When I first saw a decision being made without any decision-making I was trapped with hundreds of my fellow community members in a fertilizer factory in Western Colorado. The place stank like anything, and it was stifling hot. The towering sheet-metal roof was bellowing with thousands of gallons of water smashing down on it from an unstoppable herd of thunderclouds charging by thousands of feet above us. Jostling together in our sopping rain gear, we were not happy campers.
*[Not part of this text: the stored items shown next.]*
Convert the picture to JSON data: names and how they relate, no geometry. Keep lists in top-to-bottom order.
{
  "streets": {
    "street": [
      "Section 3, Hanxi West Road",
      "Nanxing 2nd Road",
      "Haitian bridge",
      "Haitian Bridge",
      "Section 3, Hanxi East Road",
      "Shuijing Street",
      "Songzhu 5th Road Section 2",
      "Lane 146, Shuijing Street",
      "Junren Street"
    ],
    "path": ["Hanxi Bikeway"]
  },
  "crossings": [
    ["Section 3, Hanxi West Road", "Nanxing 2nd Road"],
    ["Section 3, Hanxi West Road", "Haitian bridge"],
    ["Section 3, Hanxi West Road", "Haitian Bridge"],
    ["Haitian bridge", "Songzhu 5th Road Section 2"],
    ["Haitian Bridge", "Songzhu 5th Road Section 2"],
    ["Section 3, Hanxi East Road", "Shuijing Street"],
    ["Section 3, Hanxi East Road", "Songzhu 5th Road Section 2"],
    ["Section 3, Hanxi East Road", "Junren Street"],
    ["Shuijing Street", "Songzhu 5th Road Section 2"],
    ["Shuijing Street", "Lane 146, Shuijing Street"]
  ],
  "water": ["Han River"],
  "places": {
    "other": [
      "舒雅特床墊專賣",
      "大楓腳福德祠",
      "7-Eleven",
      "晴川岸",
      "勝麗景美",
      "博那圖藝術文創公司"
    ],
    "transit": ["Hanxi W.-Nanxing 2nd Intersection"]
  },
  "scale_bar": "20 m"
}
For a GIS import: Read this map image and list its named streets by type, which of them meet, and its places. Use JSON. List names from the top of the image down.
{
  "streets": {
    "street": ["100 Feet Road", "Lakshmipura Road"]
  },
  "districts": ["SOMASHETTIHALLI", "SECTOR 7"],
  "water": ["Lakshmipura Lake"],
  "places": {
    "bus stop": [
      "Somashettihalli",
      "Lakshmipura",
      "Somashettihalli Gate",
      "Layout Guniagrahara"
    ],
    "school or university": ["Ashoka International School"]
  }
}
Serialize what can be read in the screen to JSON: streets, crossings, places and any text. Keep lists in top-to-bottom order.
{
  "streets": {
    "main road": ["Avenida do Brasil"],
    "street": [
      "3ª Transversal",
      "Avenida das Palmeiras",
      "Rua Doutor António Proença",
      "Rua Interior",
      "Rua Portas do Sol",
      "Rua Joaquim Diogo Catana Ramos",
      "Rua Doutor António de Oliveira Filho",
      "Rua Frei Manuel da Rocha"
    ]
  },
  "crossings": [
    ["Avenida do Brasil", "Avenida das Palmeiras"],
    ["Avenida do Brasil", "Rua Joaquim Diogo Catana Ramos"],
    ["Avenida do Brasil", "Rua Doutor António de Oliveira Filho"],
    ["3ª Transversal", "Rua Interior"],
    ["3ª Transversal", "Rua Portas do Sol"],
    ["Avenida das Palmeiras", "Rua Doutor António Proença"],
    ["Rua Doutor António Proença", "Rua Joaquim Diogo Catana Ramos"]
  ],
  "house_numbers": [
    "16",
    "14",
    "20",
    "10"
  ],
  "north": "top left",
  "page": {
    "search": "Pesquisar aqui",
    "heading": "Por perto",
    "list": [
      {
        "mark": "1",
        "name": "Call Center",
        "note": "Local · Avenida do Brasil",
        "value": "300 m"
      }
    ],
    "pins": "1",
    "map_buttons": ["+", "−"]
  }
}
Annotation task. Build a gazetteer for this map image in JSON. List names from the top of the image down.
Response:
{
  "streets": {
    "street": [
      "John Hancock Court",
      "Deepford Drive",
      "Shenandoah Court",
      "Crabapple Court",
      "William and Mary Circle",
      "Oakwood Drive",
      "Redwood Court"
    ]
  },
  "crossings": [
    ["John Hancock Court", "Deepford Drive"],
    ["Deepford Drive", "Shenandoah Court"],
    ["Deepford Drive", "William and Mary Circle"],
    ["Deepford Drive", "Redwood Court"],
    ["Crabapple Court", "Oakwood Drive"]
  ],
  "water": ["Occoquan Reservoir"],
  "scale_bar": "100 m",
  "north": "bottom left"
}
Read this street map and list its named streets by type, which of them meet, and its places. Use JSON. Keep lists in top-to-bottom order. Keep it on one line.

You may have guessed that this was not your usual intentional community. We were 400 people from all walks of life trying to live together in a tent city that moved 15 miles down the road every day or two. We joked that our lives were "in-tents". We were the 1986 cross-country Great Peace March for Global Nuclear Disarmament and we were getting ready to fall apart. (We'd already fallen apart once in the California desert when our sponsoring organization, Pro-Peace, went bankrupt and stranded all 1200 of us. 800 of us went home. The 400 of us trapped in the fertilizer factory were the ones who'd finally gotten rolling again after two weeks holed up on a Barstow MX track back in March looking for new support and leadership. But that's a whole 'nother story!)

At any rate, here it was June already and we were being eaten away from the inside by a conflict that just wouldn't stop -- the familiar war between "maintaining an acceptable appearance for the rest of the world," and "expressing our authentic selves." Nearly every community has its own version of this. Ours had been festering for almost two months before we landed in the fertilizer factory (we'd been decamping on its lawn when the storm rolled in). Our two polarized camps were: "We should march along in orderly rows to impress the media and maintain order in the face of traffic!" and "We should move at our own pace in a strung-out line so we can appreciate the natural world and chat with people in homes and schools we pass!" You can pretty much imagine who was on each side. And each side was ready to leave the march ... "if you people are going to wreck the march like that!"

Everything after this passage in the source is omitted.